Dans ce quatuor de leaders, on retrouve notamment Egan Bernal (Ineos). Le jeune Colombien s'est montré le plus offensif, signant l'attaque fatale au reste du peloton à moins de deux kilomètres du terme. Le Colombien a même pensé un temps rattraper la tête de la course. Il a au final franchi la ligne d'arrivée, aux côtés de Dan Martin (Israel Start-Up Nation) et Remco Evenepoel (Deceuninck).

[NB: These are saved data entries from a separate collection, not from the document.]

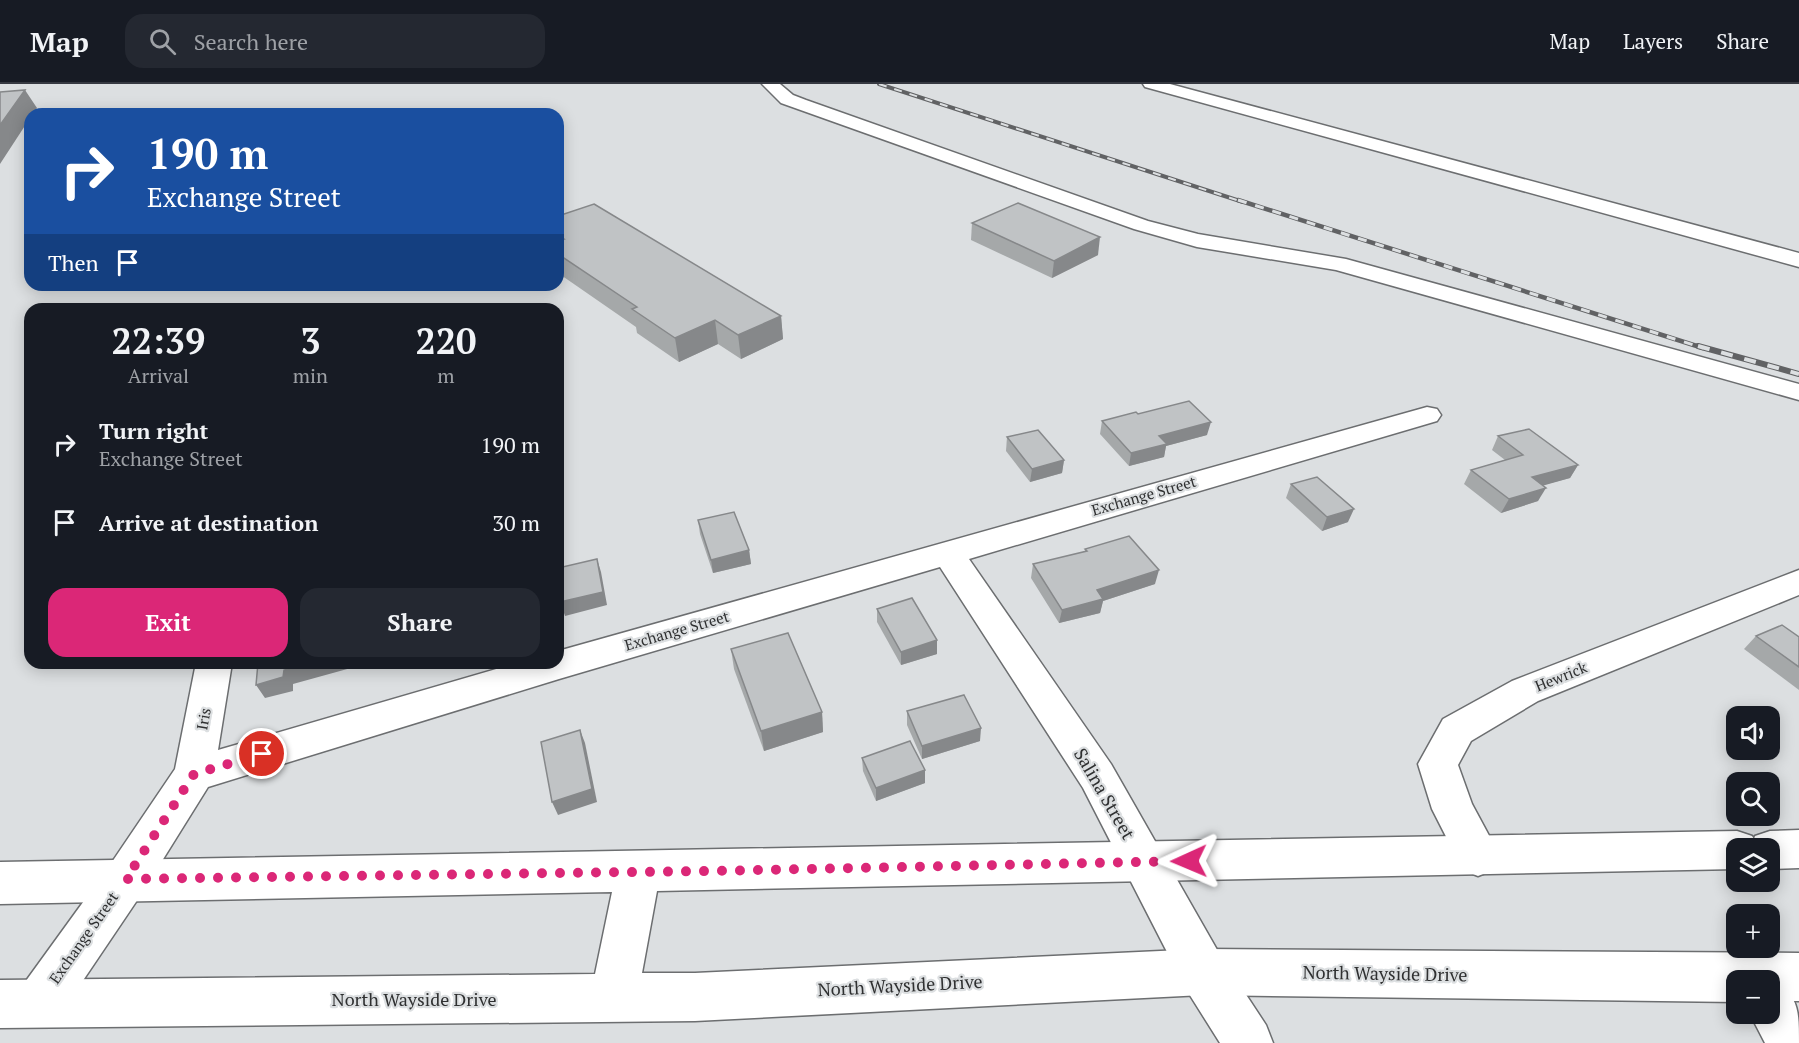 <!DOCTYPE html>
<html lang="en">
<head>
<meta charset="utf-8">
<style>
	:root { --surface:#171b24; --page:#242831; --text:#f1f3f6; --muted:#9ea1a6; --line:#363941; --accent:#db2777 }
	body { margin:0; font-family:"PT Serif",serif; background:var(--page); color:var(--text); height:100vh; display:flex; flex-direction:column; font-size:22px; white-space:nowrap }
	* { box-sizing:border-box; margin:0 }
	p { font-size:20px; color:var(--muted) }
	.icon { flex:none; width:33px; height:33px; fill:none; stroke:currentColor; stroke-width:2; stroke-linecap:round; stroke-linejoin:round }
	.map { position:relative; flex:1; overflow:hidden }
	.side { position:absolute; left:24px; top:219px; width:540px; height:366px; display:flex; flex-direction:column; background:var(--surface); border-radius:18px; box-shadow:0 3px 15px #0003 }
	.side>* { flex:none }
	.banner { position:absolute; left:24px; top:24px; width:540px; height:183px; border-radius:18px; box-shadow:0 3px 15px #0003; background:#1a4fa0; color:#fff; overflow:hidden }
	.tools { position:absolute; left:1726px; top:622px; display:grid; gap:12px }
	.tools a { display:grid; place-items:center; width:54px; height:54px; border-radius:12px; background:var(--surface); box-shadow:0 3px 15px #0003; font-size:30px }
	.pin { position:absolute; display:grid; place-items:center; width:51px; height:51px; color:#fff; margin:-26px; border:3px solid #fff; border-radius:50%; box-shadow:0 2px 6px #0007 }
	.me { position:absolute; width:66px; margin:-33px; rotate:269deg; stroke-linejoin:round; filter:drop-shadow(0 0 4px #0008) }
	.turn { display:flex; align-items:center; gap:21px; height:126px; padding:0 24px; font-size:27px }
	.turn .icon { width:78px; height:78px; stroke-width:2.5 }
	.turn b { display:block; font-size:42px; line-height:51px }
	.then { display:flex; align-items:center; height:57px; padding:0 24px; background:#0003; gap:12px; font-size:22px }
	.eta { display:flex; justify-content:space-evenly; align-items:center; height:102px; text-align:center }
	.eta b { font-size:36px; font-weight:700; line-height:42px }
	.cta { display:flex; gap:12px; margin-top:auto; padding:12px 24px }
	.cta a { flex:1; height:69px; border-radius:18px; background:var(--accent); color:#fff; font-size:24px; font-weight:700; line-height:69px; text-align:center }
	.cta a+a { background:var(--page); color:var(--text) }
	ul { padding:0; list-style:none }
	li { display:flex; align-items:center; gap:18px; height:78px; padding:0 24px }
	li div { flex:1 }
	li b { display:block; font-size:22px }
	li em { font-style:normal }
	header { display:flex; align-items:center; gap:36px; box-sizing:border-box; height:84px; padding:0 30px; background:var(--surface); border-bottom:2px solid var(--line) }
	header strong { font-size:28px }
	nav { display:flex; gap:33px; margin-inline-start:auto; font-size:21px }
	.search { width:420px; height:54px; background:var(--page); display:flex; align-items:center; gap:15px; box-sizing:border-box; padding:0 21px; border-radius:18px; color:var(--muted); font-size:22px }
	.map>svg:first-child { display:block }
	.lines { fill:none; stroke-linecap:round; stroke-linejoin:round }
	.minor-casing { stroke:#6c6e70; stroke-width:3 }
	.major-casing { stroke:#6c6e70; stroke-width:3 }
	.minor { fill:#fff; fill-rule:evenodd }
	.major { fill:#fff; fill-rule:evenodd }
	.rail-far2-casing { stroke:#616264; stroke-width:4 }
	.rail-far1-casing { stroke:#616264; stroke-width:4.5 }
	.rail-casing { stroke:#616264; stroke-width:6 }
	.rail-far2 { stroke:#dcdfe1; stroke-width:2; stroke-dasharray:8; stroke-linecap:butt }
	.rail-far1 { stroke:#dcdfe1; stroke-width:3; stroke-dasharray:9; stroke-linecap:butt }
	.rail { stroke:#dcdfe1; stroke-width:4; stroke-dasharray:12; stroke-linecap:butt }
	.wall { fill:#a5a8a9 }
	.shaded-wall { fill:#86888a }
	.building { fill:#c0c3c5; stroke:#86888a; stroke-width:1.5 }
	.route { stroke:#db2777; stroke-width:10; stroke-dasharray:0 18 }
	.labels { text-anchor:middle; stroke-width:4.5; stroke-linejoin:round; paint-order:stroke }
	.street-label { font-size:15px; fill:#2f3031; stroke:#dcdfe1 }
	.near-street-label { font-size:18px; fill:#2f3031; stroke:#dcdfe1 }
</style>
</head>
<body>
<header>
<strong>Map</strong>
<div class="search"><svg class="icon" aria-label="search" viewBox="0 0 24 24"><circle cx="10" cy="10" r="6"/><path d="M15 15l6 6"/></svg>Search here</div>
<nav><a>Map</a><a>Layers</a><a>Share</a></nav>
</header>
<div class="map">
<svg width="1799" height="959" viewBox="0 0 1799 959">
	<rect width="100%" height="100%" fill="#dcdfe1"/>
	<g class="lines">
		<defs>
			<g id="minor">
				<polygon points="762,0 780,0 793,11 806,16 1148,137 1198,150 1346,175 1799,300 1799,316 1336,186 1197,163 1134,145 781,19"/>
				<polygon points="1143,0 1170,0 1799,169 1799,183 1145,3"/>
				<polygon points="1427,323 1437,325 1441,331 1437,337 969,475 1111,680 1220,871 1266,941 1273,959 1220,959 1186,905 1083,704 940,483 559,595 208,703 142,809 57,935 40,942 23,935 16,918 23,901 110,781 175,685 196,579 232,579 218,666 517,579 558,579 558,567"/>
				<polygon points="1799,486 1799,511 1538,617 1471,657 1458,681 1472,720 1500,772 1493,786 1478,792 1463,786 1432,725 1418,680 1443,635 1512,597"/>
				<path d="M1770 897C1799 909 1799 927 1799 959H1765L1750 930H1770Z"/>
			</g>
			<polygon id="major" points="1799,746 1799,784 1770,785 1770,765 1737,765 1737,785 657,807 642,889 695,889 1203,865 1799,869 1799,917 1770,917 1770,897 1737,897 1737,918 1203,911 695,937 0,944 0,896 595,890 612,808 0,820 0,778 1737,747 1752,752 1754,755 1755,752 1770,747"/>
		</defs>
		<use href="#minor" class="minor-casing"/>
		<use href="#major" class="major-casing"/>
		<use href="#minor" class="minor"/>
		<use href="#major" class="major"/>
		<defs>
			<polyline id="rail-far2" points="879,0 1243,118"/>
			<polyline id="rail-far1" points="1238,116 1703,264"/>
			<polyline id="rail" points="1698,262 1799,290"/>
		</defs>
		<use href="#rail-far2" class="rail-far2-casing"/>
		<use href="#rail-far1" class="rail-far1-casing"/>
		<use href="#rail" class="rail-casing"/>
		<use href="#rail-far2" class="rail-far2"/>
		<use href="#rail-far1" class="rail-far1"/>
		<use href="#rail" class="rail"/>
	</g>
	<g class="wall">
		<polygon points="558,132 781,232 783,255 741,275 718,260 679,278 637,249 636,243 558,189"/>
		<polygon points="972,139 1098,171 1052,194 971,156"/>
		<polygon points="1138,330 1207,351 1166,362 1164,373 1129,382 1100,350 1102,337"/>
		<polygon points="1498,352 1578,381 1570,394 1543,401 1538,417 1501,429 1464,400 1471,386 1505,376 1492,366"/>
		<polygon points="1007,353 1064,376 1062,389 1030,398 1006,367"/>
		<polygon points="1291,400 1348,438 1322,447 1286,414"/>
		<polygon points="698,436 749,466 751,480 713,489 700,450"/>
		<polygon points="1085,465 1155,500 1103,517 1100,529 1059,539 1031,494 1033,480 1085,468"/>
		<polygon points="877,525 937,570 901,581 877,538"/>
		<polygon points="1756,552 1799,553 1799,606 1744,565"/>
		<polygon points="731,565 822,628 823,648 764,667 734,585"/>
		<polygon points="907,627 980,657 922,675 907,641"/>
		<polygon points="862,674 925,699 876,717 863,687"/>
	</g>
	<g class="shaded-wall">
		<polygon points="25,6 37,24 33,30 30,30 30,34 0,80 0,41"/>
		<polygon points="1100,153 1098,171 1052,194 1054,177"/>
		<polygon points="781,232 783,255 741,275 738,251"/>
		<polygon points="715,236 718,260 679,278 675,254"/>
		<polygon points="1211,338 1207,351 1166,362 1164,373 1129,382 1131,369 1159,352"/>
		<polygon points="1064,376 1062,389 1030,398 1032,385"/>
		<polygon points="1578,381 1570,394 1524,407 1532,393"/>
		<polygon points="1546,404 1538,417 1501,429 1509,415"/>
		<polygon points="1354,425 1348,438 1322,447 1327,433"/>
		<polygon points="749,466 751,480 713,489 711,476"/>
		<polygon points="597,475 601,488 607,521 565,532 564,529 558,530 558,516"/>
		<polygon points="1159,486 1155,500 1103,517 1100,529 1059,539 1062,526 1097,506"/>
		<polygon points="937,556 937,570 901,581 901,568"/>
		<polygon points="64,579 82,579 68,583"/>
		<polygon points="311,579 369,579 293,600 293,607 265,614 256,601 284,586"/>
		<polygon points="372,579 391,579 375,584"/>
		<polygon points="822,628 823,648 764,667 761,647"/>
		<polygon points="981,644 980,657 922,675 922,662"/>
		<polygon points="580,646 585,659 597,718 558,731 552,718"/>
		<polygon points="925,686 925,699 876,717 876,704"/>
	</g>
	<g class="building">
		<polygon points="25,6 0,41 0,8"/>
		<polygon points="1018,119 1100,153 1054,177 972,139"/>
		<polygon points="594,120 781,232 738,251 715,236 675,254 632,225 637,223 558,170 558,157 564,155 558,152 558,132"/>
		<polygon points="1189,317 1211,338 1159,352 1167,360 1131,369 1102,337 1136,328 1138,330"/>
		<polygon points="1529,345 1578,381 1532,393 1546,404 1509,415 1471,386 1523,371 1498,352"/>
		<polygon points="1038,346 1064,376 1032,385 1007,353"/>
		<polygon points="1317,393 1354,425 1327,433 1291,400"/>
		<polygon points="734,428 749,466 711,476 698,436"/>
		<polygon points="1129,452 1159,486 1097,506 1103,515 1062,526 1033,480 1087,467 1085,465"/>
		<polygon points="597,475 603,508 560,518 560,515 558,516 558,484"/>
		<polygon points="912,514 937,556 901,568 877,525"/>
		<polygon points="1782,541 1799,553 1799,583 1756,552"/>
		<polygon points="788,549 822,628 761,647 731,565"/>
		<polygon points="258,579 311,579 284,586 283,593 256,601"/>
		<polygon points="964,611 981,644 922,662 907,627"/>
		<polygon points="580,646 592,705 552,718 541,658"/>
		<polygon points="910,657 925,686 876,704 862,674"/>
	</g>
	<g class="lines">
		<polyline class="route" points="262,670 194,690 126,795 712,787 1189,777"/>
	</g>
	<g class="labels">
		<g class="street-label">
			<text transform="translate(1144 412) rotate(-16)" y="5">Exchange Street</text>
			<text transform="translate(677 547) rotate(-16)" y="5">Exchange Street</text>
			<text transform="translate(1561 593) rotate(-22)" y="5">Hewrick</text>
			<text transform="translate(204 635) rotate(-80)" y="5">Iris</text>
			<text transform="translate(84 854) rotate(-55)" y="5">Exchange Street</text>
		</g>
		<g class="near-street-label">
			<text transform="translate(1104 710) rotate(60)" y="6">Salina Street</text>
			<text transform="translate(1385 890) rotate(1)" y="6">North Wayside Drive</text>
			<text transform="translate(900 902) rotate(-3)" y="6">North Wayside Drive</text>
			<text x="414" y="922">North Wayside Drive</text>
		</g>
	</g>
</svg>
<div class="tools">
<a><svg class="icon" aria-label="sound" viewBox="0 0 24 24"><path d="M4 9h4l5-4v14l-5-4H4zM17 9q2 3 0 6"/></svg></a>
<a><svg class="icon" aria-label="search" viewBox="0 0 24 24"><circle cx="10" cy="10" r="6"/><path d="M15 15l6 6"/></svg></a>
<a><svg class="icon" aria-label="layers" viewBox="0 0 24 24"><path d="M12 4l9 5-9 5-9-5zM3 14l9 5 9-5"/></svg></a>
<a>+</a>
<a>−</a>
</div>
<div class="pin" style="left:262px;top:670px;background:#d93025"><svg class="icon" aria-label="arrive" viewBox="0 0 24 24"><path d="M6 21V4h12l-3 4 3 4H6"/></svg></div>
<svg class="me" style="left:1189px;top:777px" viewBox="-20 -20 40 40"><path d="M0-17L14 15 0 8-14 15z" fill="#db2777" stroke="#fff" stroke-width="4"/></svg>
<div class="banner">
<div class="turn"><svg class="icon" aria-label="right" viewBox="0 0 24 24"><path d="M7 20v-9h11M14 6l5 5-5 5"/></svg><div><b>190 m</b>Exchange Street</div></div>
<div class="then">Then<svg class="icon" aria-label="arrive" viewBox="0 0 24 24"><path d="M6 21V4h12l-3 4 3 4H6"/></svg></div>
</div>
<section class="side">
<div class="eta">
<div><b>22:39</b><p>Arrival</p></div>
<div><b>3</b><p>min</p></div>
<div><b>220</b><p>m</p></div>
</div>
<ul>
<li><svg class="icon" aria-label="right" viewBox="0 0 24 24"><path d="M7 20v-9h11M14 6l5 5-5 5"/></svg><div><b>Turn right</b><p>Exchange Street</p></div><em>190 m</em></li>
<li><svg class="icon" aria-label="arrive" viewBox="0 0 24 24"><path d="M6 21V4h12l-3 4 3 4H6"/></svg><div><b>Arrive at destination</b></div><em>30 m</em></li>
</ul>
<div class="cta"><a>Exit</a><a>Share</a></div>
</section>
</div>
</body>
</html>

Le jeune Belge, présent sur son premier grand Tour après sa grave blessure, a rassuré quant à son état de forme et aux espoirs auxquels il peut prétendre sur ce Giro, en prenant au passage la deuxième place du classement général derrière Valter. A deux secondes de ce trio, l'Italien Giulio Ciccone (Trek-Segafredo), maillot bleu du meilleur grimpeur en 2019, a également montré ses forces.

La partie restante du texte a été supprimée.